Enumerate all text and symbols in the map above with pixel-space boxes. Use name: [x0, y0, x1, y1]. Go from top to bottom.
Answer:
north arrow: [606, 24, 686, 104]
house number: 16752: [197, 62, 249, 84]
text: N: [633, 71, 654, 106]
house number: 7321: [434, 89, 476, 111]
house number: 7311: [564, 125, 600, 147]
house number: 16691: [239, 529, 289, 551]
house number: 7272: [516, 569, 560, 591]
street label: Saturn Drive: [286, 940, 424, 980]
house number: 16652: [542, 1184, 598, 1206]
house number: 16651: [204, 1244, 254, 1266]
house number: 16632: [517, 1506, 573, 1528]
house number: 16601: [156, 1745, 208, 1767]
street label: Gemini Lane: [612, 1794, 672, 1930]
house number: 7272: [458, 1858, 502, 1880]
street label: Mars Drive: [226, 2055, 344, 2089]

WORK TASK:
With nothing left out, transcribe the records above exactly.

SOLUTION TO THE EXERCISE:
Enumerate all text and symbols in the map above with pixel-space boxes. Use name: [x0, y0, x1, y1]. Go from top to bottom.
Answer:
north arrow: [606, 24, 686, 104]
house number: 16752: [197, 62, 249, 84]
text: N: [633, 71, 654, 106]
house number: 7321: [434, 89, 476, 111]
house number: 7311: [564, 125, 600, 147]
house number: 16691: [239, 529, 289, 551]
house number: 7272: [516, 569, 560, 591]
street label: Saturn Drive: [286, 940, 424, 980]
house number: 16652: [542, 1184, 598, 1206]
house number: 16651: [204, 1244, 254, 1266]
house number: 16632: [517, 1506, 573, 1528]
house number: 16601: [156, 1745, 208, 1767]
street label: Gemini Lane: [612, 1794, 672, 1930]
house number: 7272: [458, 1858, 502, 1880]
street label: Mars Drive: [226, 2055, 344, 2089]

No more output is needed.